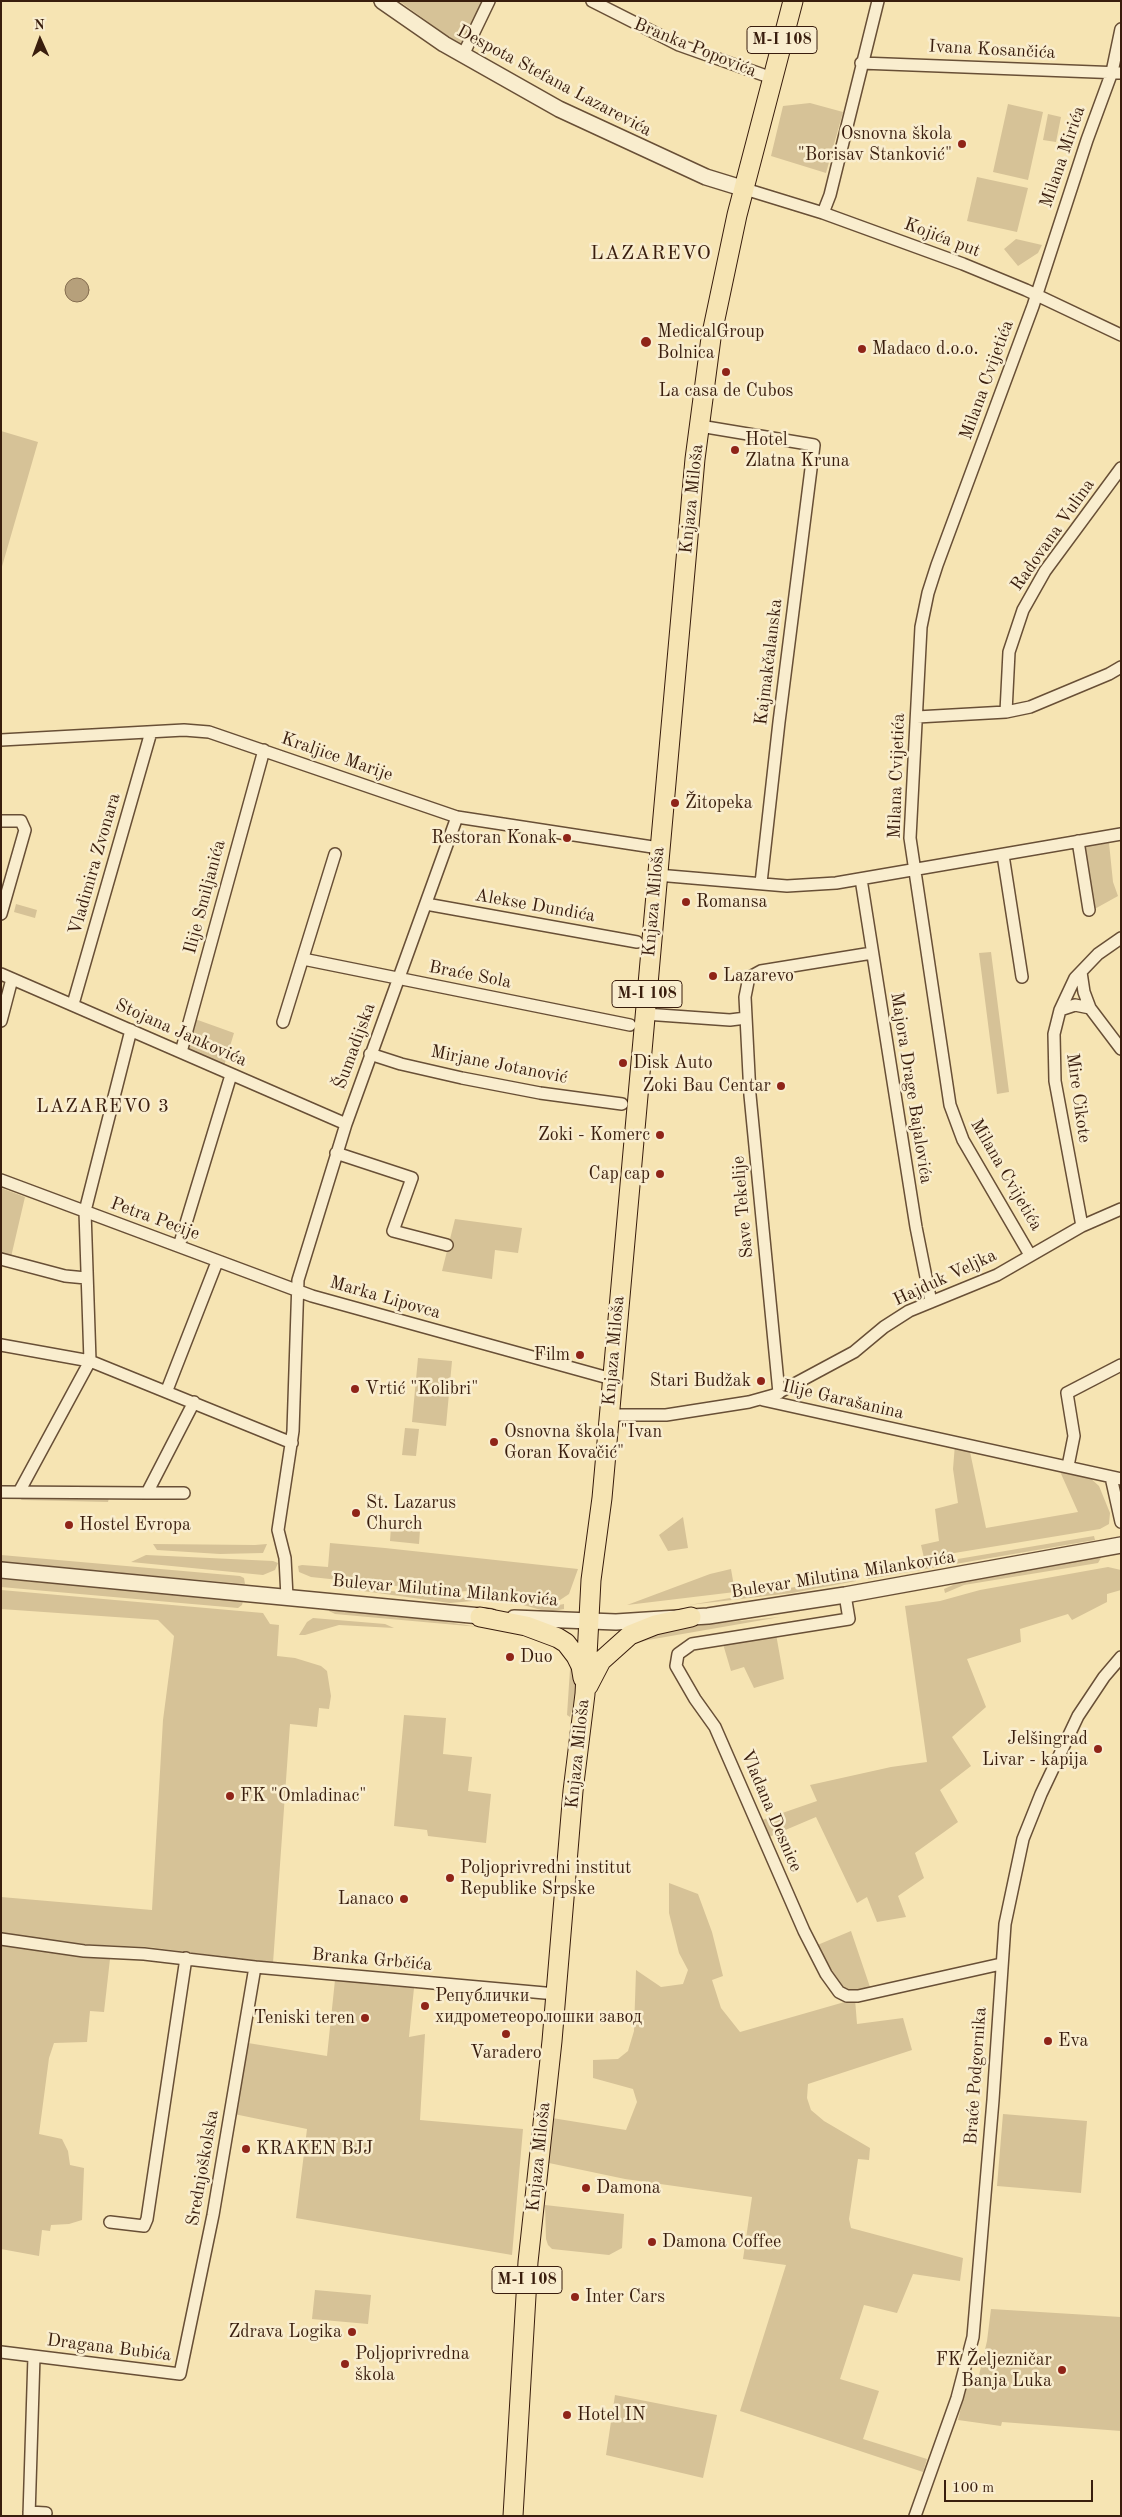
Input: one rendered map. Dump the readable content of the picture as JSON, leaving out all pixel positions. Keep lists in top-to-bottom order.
{
  "streets": {
    "main road": ["M-I 108", "Branka Popovića", "Knjaza Miloša"],
    "street": [
      "Ivana Kosančića",
      "Despota Stefana Lazarevića",
      "Milana Mirića",
      "Kojića put",
      "Milana Cvijetića",
      "Radovana Vulina",
      "Kajmakčalanska",
      "Kraljice Marije",
      "Vladimira Zvonara",
      "Ilije Smiljanića",
      "Alekse Dundića",
      "Braće Sola",
      "Stojana Jankovića",
      "Šumadijska",
      "Mirjane Jotanović",
      "Majora Drage Bajalovića",
      "Mire Cikote",
      "Save Tekelije",
      "Petra Pecije",
      "Hajduk Veljka",
      "Marka Lipovca",
      "Ilije Garašanina",
      "Bulevar Milutina Milankovića",
      "Vladana Desnice",
      "Branka Grbčića",
      "Braće Podgornika",
      "Srednjoškolska",
      "Dragana Bubića"
    ]
  },
  "crossings": [
    ["Branka Popovića", "Despota Stefana Lazarevića"],
    ["Branka Popovića", "Kojića put"],
    ["Branka Popovića", "Knjaza Miloša"],
    ["Ivana Kosančića", "Milana Mirića"],
    ["Despota Stefana Lazarevića", "Kojića put"],
    ["Despota Stefana Lazarevića", "Knjaza Miloša"],
    ["Milana Mirića", "Kojića put"],
    ["Milana Mirića", "Milana Cvijetića"],
    ["Kojića put", "Milana Cvijetića"],
    ["Kojića put", "Knjaza Miloša"],
    ["Milana Cvijetića", "Hajduk Veljka"],
    ["Knjaza Miloša", "Kajmakčalanska"],
    ["Knjaza Miloša", "Kraljice Marije"],
    ["Knjaza Miloša", "Braće Sola"],
    ["Knjaza Miloša", "Marka Lipovca"],
    ["Knjaza Miloša", "Ilije Garašanina"],
    ["Knjaza Miloša", "Bulevar Milutina Milankovića"],
    ["Knjaza Miloša", "Branka Grbčića"],
    ["Kraljice Marije", "Vladimira Zvonara"],
    ["Kraljice Marije", "Ilije Smiljanića"],
    ["Kraljice Marije", "Šumadijska"],
    ["Vladimira Zvonara", "Stojana Jankovića"],
    ["Ilije Smiljanića", "Stojana Jankovića"],
    ["Alekse Dundića", "Šumadijska"],
    ["Braće Sola", "Šumadijska"],
    ["Braće Sola", "Save Tekelije"],
    ["Stojana Jankovića", "Šumadijska"],
    ["Šumadijska", "Mirjane Jotanović"],
    ["Šumadijska", "Petra Pecije"],
    ["Šumadijska", "Marka Lipovca"],
    ["Majora Drage Bajalovića", "Save Tekelije"],
    ["Majora Drage Bajalovića", "Hajduk Veljka"],
    ["Mire Cikote", "Hajduk Veljka"],
    ["Save Tekelije", "Hajduk Veljka"],
    ["Petra Pecije", "Marka Lipovca"],
    ["Hajduk Veljka", "Ilije Garašanina"],
    ["Bulevar Milutina Milankovića", "Vladana Desnice"],
    ["Vladana Desnice", "Braće Podgornika"],
    ["Branka Grbčića", "Srednjoškolska"],
    ["Srednjoškolska", "Dragana Bubića"]
  ],
  "districts": ["LAZAREVO", "LAZAREVO 3"],
  "places": [
    "Osnovna škola \"Borisav Stanković\"",
    "MedicalGroup Bolnica",
    "Madaco d.o.o.",
    "La casa de Cubos",
    "Hotel Zlatna Kruna",
    "Žitopeka",
    "Restoran Konak",
    "Romansa",
    "Lazarevo",
    "Disk Auto",
    "Zoki Bau Centar",
    "Zoki - Komerc",
    "Cap cap",
    "Film",
    "Stari Budžak",
    "Vrtić \"Kolibri\"",
    "Osnovna škola \"Ivan Goran Kovačić\"",
    "St. Lazarus Church",
    "Hostel Evropa",
    "Duo",
    "Jelšingrad Livar - kapija",
    "FK \"Omladinac\"",
    "Poljoprivredni institut Republike Srpske",
    "Lanaco",
    "Републички хидрометеоролошки завод",
    "Teniski teren",
    "Varadero",
    "Eva",
    "KRAKEN BJJ",
    "Damona",
    "Damona Coffee",
    "Inter Cars",
    "Zdrava Logika",
    "Poljoprivredna škola",
    "FK Željezničar Banja Luka",
    "Hotel IN"
  ],
  "scale_bar": "100 m",
  "north": "top"
}
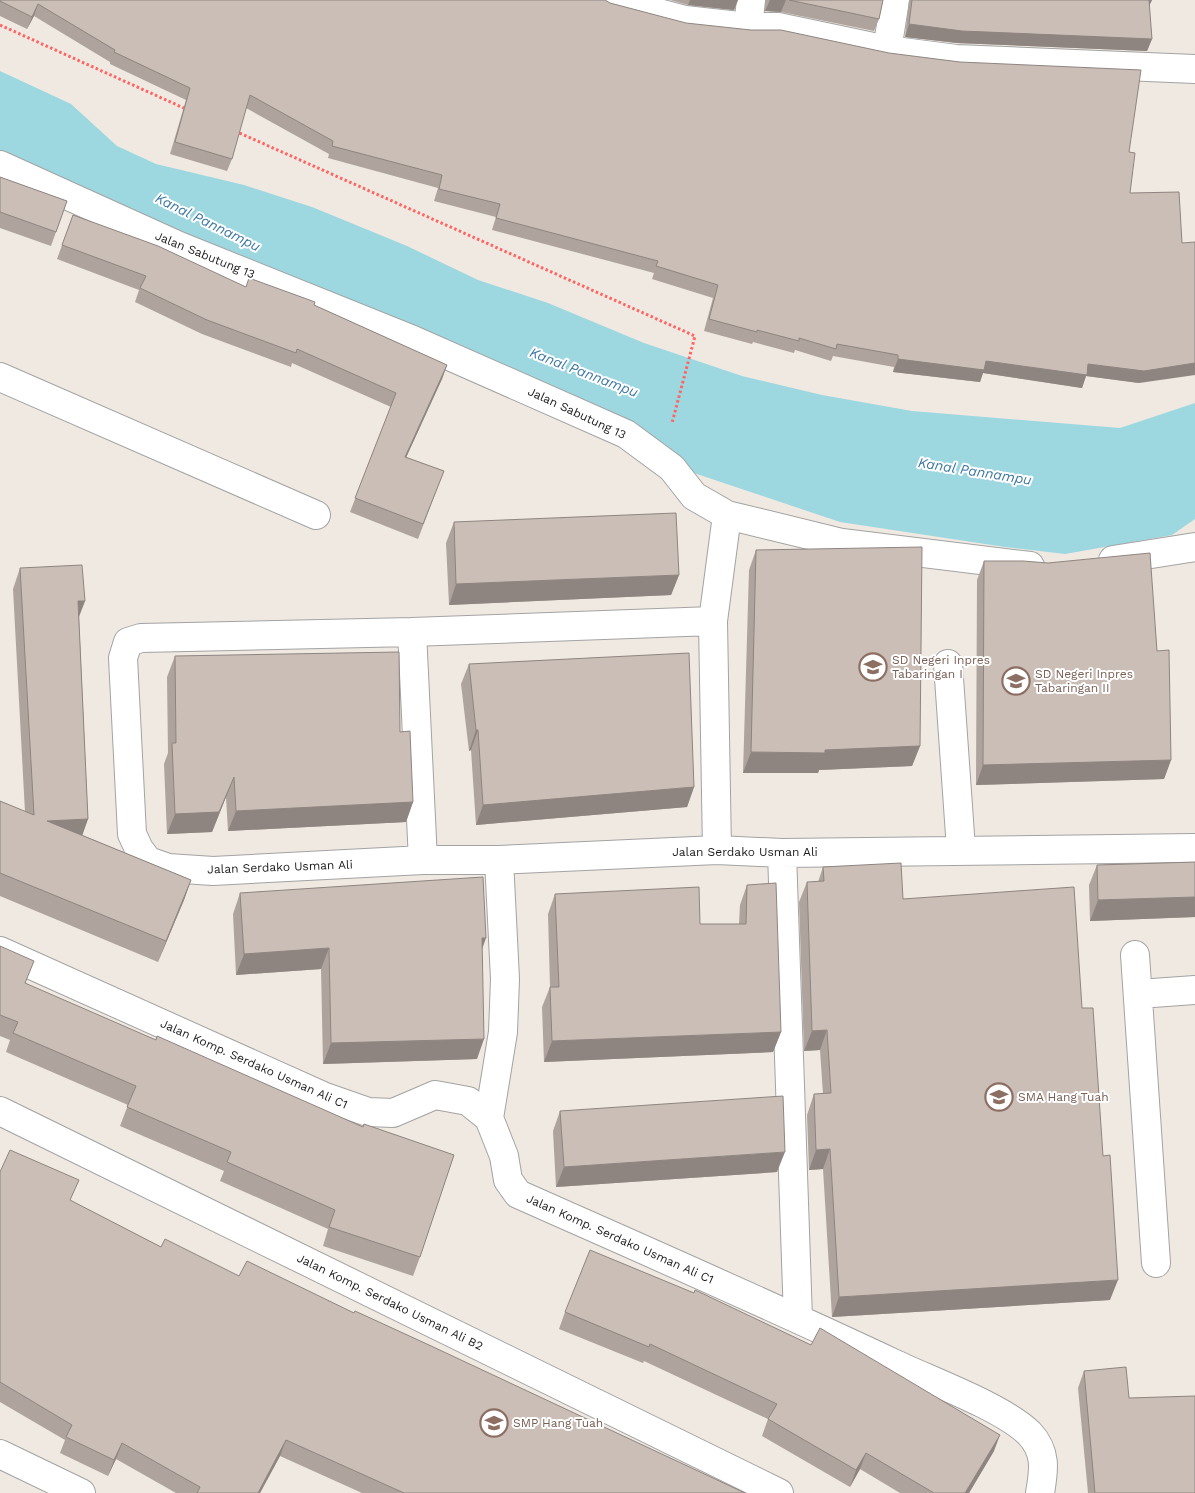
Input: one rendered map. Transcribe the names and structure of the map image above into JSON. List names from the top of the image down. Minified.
{"streets":{"street":["Jalan Sabutung 13","Jalan Serdako Usman Ali","Jalan Komp. Serdako Usman Ali C1","Jalan Komp. Serdako Usman Ali B2"]},"water":["Kanal Pannampu"],"places":{"school or university":["SD Negeri Inpres Tabaringan I","SD Negeri Inpres Tabaringan II","SMA Hang Tuah","SMP Hang Tuah"]}}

########

Exercise objective:
The answer should consist only of the lines from the one with "Input: one rendered map. Transcribe" to the final line of the records above, retyped word for word.

Result:
Input: one rendered map. Transcribe the names and structure of the map image above into JSON. List names from the top of the image down. Minified.
{"streets":{"street":["Jalan Sabutung 13","Jalan Serdako Usman Ali","Jalan Komp. Serdako Usman Ali C1","Jalan Komp. Serdako Usman Ali B2"]},"water":["Kanal Pannampu"],"places":{"school or university":["SD Negeri Inpres Tabaringan I","SD Negeri Inpres Tabaringan II","SMA Hang Tuah","SMP Hang Tuah"]}}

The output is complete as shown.